Adaptation au changement climatique: Le Cnra présente ses solutions technologiques à la presse nationale
Le directeur régional du Cnra de Bouaké était représenté à l’occasion par Dr N’Zué Boni, coordonnateur scientifique du Cnra de Bouaké. Il a souligné que le Cnra dispose bel et bien de technologies efficaces sur les racines et les tubercules répondant aux besoins des producteurs et des consommateurs.
Ces technologies développées devraient garantir et accroître la disponibilité en semences de qualité pour les utilisateurs finaux, à savoir les producteurs et les producteurs semenciers.
La séance a été marquée par des présentations, dont celle de Dr Fernand Guy Yao, chercheur agro-pédologue, par ailleurs directeur du Lcsep, qui portait sur le thème : « Contribution du Cnra au renforcement de la résilience de l’agriculture ivoirienne face à la dégradation des sols et aux changements climatiques ».
Il a expliqué que le laboratoire qu’il dirige a pour principale mission de développer des outils à la décision pour tout ce qui est orientation et planification des différentes activités agricoles.
« Ce laboratoire, qui est aujourd’hui fonctionnel, a permis de pouvoir mettre à jour la carte actualisée à une échelle détaillée et précise des sols de la Côte d’Ivoire. Cette cartographie des sols est un support qui va permettre aux décideurs, notamment le ministère de l’Agriculture de mieux orienter les stratégies des projets agricoles, à travers son Programme national d’investissement, qui va être lancé bientôt », a-t-il révélé.
Pour ce qui est des questions climatiques, Dr Fernand Guy Yao a rassuré que les chercheurs du laboratoire ont développé des stratégies d’adaptation des cultures au changement climatique, notamment l’actualisation des calendriers culturaux.
« Aujourd’hui, les producteurs sont désorientés. Ils ne savent plus à quel moment la saison pluvieuse commence, encore moins, à quel moment elle s’arrête. Heureusement, les chercheurs du laboratoire ont mis en place des cultures qui s’adaptent aux changements et qui se cultivent sur des espaces réduits », a-t-il expliqué.

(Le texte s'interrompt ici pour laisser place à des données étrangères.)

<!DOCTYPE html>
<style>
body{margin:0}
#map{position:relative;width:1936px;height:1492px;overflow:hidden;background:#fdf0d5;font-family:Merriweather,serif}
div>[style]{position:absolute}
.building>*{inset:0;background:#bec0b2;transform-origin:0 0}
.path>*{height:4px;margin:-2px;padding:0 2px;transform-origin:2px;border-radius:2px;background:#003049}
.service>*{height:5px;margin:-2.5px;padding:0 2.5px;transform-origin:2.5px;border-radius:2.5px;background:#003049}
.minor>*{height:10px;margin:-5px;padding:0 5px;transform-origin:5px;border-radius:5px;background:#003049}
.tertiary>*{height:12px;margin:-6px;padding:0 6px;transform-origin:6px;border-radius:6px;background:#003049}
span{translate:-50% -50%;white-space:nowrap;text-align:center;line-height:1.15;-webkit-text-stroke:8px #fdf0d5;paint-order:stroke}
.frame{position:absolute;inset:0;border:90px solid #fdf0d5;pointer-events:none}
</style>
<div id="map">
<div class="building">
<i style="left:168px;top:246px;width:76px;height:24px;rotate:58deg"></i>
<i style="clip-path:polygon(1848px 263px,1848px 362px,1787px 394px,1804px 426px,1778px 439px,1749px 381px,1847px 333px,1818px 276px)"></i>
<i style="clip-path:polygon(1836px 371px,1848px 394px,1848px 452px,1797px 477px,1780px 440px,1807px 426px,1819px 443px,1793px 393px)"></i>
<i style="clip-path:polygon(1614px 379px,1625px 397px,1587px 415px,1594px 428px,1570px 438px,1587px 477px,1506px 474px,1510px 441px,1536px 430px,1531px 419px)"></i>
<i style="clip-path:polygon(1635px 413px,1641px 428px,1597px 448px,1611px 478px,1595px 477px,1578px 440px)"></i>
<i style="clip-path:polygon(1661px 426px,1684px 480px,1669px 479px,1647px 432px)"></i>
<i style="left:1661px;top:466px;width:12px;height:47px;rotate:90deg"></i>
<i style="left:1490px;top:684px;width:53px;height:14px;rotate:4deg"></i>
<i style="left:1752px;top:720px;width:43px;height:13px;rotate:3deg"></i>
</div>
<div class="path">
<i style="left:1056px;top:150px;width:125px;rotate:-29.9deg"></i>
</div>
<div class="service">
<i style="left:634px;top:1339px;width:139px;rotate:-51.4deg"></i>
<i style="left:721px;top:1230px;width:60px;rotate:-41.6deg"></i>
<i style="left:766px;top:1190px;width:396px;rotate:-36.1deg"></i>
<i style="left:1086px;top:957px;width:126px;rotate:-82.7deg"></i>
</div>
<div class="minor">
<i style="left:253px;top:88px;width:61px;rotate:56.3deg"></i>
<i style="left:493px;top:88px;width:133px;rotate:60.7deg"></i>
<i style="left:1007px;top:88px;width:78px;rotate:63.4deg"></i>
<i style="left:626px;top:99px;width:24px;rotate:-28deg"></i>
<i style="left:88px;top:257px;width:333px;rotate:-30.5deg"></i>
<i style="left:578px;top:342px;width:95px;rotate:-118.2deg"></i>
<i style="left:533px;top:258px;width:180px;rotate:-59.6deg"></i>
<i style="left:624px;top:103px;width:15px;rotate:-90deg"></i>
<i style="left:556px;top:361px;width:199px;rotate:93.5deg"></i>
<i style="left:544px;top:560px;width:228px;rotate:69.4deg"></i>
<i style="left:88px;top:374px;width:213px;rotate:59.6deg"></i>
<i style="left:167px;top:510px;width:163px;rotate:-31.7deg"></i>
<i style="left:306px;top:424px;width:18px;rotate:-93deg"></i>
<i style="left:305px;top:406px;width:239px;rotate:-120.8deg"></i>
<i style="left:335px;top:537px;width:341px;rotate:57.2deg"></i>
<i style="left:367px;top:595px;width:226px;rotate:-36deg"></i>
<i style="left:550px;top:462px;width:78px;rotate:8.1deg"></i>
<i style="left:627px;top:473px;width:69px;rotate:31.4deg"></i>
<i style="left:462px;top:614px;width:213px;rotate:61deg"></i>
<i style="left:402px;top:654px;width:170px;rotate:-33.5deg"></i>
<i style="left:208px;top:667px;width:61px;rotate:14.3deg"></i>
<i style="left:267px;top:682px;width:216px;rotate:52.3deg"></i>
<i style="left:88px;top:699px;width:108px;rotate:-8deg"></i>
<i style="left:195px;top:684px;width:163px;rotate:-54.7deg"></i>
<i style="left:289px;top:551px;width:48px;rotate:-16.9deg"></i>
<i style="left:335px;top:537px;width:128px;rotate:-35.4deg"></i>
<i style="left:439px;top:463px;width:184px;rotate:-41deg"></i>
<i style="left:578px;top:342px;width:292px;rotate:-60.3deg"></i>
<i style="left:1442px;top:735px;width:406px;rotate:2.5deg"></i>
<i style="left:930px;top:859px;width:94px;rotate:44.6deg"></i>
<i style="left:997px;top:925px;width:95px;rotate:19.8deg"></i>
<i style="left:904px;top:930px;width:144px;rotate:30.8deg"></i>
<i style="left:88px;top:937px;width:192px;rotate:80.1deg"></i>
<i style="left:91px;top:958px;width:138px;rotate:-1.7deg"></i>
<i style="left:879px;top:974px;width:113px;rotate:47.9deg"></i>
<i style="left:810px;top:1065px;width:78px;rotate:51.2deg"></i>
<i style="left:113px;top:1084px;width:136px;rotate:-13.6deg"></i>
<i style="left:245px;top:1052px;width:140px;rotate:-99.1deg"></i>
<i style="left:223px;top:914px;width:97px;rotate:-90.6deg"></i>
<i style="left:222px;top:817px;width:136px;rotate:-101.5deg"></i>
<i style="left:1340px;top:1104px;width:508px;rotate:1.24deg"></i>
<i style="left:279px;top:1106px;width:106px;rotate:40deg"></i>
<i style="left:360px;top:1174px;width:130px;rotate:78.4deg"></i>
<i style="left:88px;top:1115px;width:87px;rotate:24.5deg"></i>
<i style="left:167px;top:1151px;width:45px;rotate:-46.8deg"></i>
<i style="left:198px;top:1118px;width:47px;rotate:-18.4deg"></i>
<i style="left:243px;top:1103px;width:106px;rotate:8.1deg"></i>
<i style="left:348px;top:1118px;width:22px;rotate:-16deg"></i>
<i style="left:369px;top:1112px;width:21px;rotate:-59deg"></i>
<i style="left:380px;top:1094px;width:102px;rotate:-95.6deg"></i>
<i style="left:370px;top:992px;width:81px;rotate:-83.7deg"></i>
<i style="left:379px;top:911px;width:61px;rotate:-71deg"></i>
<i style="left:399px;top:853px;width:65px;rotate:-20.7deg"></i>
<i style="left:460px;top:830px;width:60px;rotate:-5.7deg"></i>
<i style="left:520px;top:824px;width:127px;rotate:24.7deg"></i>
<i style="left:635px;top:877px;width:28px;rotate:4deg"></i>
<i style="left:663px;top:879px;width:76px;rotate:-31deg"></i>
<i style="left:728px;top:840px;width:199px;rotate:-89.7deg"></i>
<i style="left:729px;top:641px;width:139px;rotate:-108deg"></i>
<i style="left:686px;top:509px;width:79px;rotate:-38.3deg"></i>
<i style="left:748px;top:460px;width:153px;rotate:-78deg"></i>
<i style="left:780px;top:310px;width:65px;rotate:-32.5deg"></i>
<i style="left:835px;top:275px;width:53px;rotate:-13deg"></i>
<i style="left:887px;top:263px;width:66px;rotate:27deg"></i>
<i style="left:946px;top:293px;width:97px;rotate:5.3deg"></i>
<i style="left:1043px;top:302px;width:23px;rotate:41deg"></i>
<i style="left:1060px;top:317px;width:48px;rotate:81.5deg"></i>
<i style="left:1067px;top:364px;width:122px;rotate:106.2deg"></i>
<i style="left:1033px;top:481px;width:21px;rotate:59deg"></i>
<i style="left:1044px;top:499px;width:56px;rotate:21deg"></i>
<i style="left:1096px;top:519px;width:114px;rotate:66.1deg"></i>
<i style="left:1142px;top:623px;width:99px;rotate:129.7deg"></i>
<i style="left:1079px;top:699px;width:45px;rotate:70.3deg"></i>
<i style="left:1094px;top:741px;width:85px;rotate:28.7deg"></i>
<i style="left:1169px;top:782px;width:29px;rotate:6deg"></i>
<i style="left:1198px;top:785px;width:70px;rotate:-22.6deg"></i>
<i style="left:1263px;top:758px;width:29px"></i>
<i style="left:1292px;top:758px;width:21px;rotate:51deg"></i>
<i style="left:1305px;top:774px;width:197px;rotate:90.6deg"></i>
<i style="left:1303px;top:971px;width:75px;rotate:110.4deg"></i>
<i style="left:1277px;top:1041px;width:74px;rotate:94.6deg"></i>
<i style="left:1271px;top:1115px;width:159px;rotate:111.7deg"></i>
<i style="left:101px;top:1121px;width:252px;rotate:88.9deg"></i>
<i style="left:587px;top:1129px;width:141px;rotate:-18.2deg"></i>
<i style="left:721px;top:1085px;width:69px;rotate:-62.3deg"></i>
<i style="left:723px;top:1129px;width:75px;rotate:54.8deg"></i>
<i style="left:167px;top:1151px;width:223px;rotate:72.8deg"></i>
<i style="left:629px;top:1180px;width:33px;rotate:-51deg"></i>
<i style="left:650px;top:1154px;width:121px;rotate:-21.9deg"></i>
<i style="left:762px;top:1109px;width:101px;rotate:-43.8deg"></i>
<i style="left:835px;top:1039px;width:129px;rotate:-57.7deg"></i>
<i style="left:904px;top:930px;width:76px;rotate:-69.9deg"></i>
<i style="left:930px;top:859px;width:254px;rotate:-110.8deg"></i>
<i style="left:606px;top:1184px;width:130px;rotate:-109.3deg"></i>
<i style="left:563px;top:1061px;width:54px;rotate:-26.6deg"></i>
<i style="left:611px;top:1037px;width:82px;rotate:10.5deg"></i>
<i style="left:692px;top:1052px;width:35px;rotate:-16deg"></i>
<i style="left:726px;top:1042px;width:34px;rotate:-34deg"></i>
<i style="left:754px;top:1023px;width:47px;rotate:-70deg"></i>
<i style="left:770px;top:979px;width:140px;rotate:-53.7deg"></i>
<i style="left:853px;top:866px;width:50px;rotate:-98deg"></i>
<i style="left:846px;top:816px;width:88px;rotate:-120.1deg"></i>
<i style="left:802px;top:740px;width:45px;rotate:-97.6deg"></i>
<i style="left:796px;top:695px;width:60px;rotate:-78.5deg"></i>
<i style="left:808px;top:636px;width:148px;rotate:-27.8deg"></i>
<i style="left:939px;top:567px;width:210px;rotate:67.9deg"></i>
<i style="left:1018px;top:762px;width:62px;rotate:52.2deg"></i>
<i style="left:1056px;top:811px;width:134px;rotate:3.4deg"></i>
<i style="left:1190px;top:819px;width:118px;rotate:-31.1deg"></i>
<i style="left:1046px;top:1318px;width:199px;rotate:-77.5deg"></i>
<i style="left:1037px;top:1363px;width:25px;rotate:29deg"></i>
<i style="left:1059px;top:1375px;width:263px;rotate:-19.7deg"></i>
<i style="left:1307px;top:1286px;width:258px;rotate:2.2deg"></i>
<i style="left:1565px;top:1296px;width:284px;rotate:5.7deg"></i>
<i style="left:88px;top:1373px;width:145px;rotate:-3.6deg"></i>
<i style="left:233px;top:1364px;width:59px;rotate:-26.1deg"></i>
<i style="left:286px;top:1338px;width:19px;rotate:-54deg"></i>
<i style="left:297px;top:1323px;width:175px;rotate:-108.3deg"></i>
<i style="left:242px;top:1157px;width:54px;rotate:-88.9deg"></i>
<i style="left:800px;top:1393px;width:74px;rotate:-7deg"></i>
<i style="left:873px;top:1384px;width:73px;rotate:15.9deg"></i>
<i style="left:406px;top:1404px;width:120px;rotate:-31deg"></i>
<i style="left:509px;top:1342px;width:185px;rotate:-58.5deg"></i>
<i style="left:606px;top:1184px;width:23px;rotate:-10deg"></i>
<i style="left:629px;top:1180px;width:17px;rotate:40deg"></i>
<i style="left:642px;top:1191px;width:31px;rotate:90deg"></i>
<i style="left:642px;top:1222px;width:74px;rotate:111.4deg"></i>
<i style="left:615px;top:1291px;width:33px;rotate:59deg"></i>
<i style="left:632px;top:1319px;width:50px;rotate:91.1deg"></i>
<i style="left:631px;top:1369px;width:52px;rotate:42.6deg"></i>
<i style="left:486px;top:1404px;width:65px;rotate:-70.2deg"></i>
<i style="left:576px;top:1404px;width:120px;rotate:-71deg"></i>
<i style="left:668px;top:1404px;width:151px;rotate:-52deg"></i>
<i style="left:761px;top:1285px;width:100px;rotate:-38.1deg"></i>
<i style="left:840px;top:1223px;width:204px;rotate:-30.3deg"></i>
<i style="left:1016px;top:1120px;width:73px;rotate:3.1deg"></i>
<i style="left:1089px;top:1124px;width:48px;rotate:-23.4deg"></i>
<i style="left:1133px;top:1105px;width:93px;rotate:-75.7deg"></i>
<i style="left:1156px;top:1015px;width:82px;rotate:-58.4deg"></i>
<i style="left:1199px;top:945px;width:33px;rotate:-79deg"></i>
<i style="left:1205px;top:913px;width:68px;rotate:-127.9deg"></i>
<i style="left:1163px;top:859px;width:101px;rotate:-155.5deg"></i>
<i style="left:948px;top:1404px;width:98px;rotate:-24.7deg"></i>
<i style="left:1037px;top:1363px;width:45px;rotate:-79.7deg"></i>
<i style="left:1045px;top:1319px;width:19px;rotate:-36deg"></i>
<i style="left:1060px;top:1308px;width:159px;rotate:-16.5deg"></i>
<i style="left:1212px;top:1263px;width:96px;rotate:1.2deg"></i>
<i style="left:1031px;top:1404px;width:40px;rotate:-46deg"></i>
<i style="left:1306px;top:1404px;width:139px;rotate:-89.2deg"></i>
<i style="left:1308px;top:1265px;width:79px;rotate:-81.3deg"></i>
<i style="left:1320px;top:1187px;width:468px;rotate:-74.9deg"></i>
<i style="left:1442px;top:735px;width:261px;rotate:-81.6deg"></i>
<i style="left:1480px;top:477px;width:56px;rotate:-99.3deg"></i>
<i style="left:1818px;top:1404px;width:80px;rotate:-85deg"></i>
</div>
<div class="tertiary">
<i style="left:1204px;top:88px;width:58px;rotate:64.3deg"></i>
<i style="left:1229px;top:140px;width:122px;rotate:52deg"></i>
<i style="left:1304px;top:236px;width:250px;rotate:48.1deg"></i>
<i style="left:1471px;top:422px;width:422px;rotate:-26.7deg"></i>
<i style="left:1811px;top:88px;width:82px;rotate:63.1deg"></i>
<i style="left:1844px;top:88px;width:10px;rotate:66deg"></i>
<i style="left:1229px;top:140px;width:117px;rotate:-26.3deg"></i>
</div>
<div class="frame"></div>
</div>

Dans le même sens, Dr Brice Essis, chef du programme des plantes enracinées... du Cnra de Bouaké, a souligné que les chercheurs ont réussi à mettre en place des techniques innovantes pour les productions de semences saines et de qualité.
« Ces semences, une fois mises à la disposition des producteurs, leur procurent des revenus substantiels », a-t-il fait remarquer. Il a aussi indiqué que cette technologie a été très éprouvée sur le manioc et l’igname.
« Cela sous-entend qu’à partir de cette technologie, nous pouvons produire suffisamment de semences pour les producteurs semenciers et même pour le monde agricole », a-t-il assuré.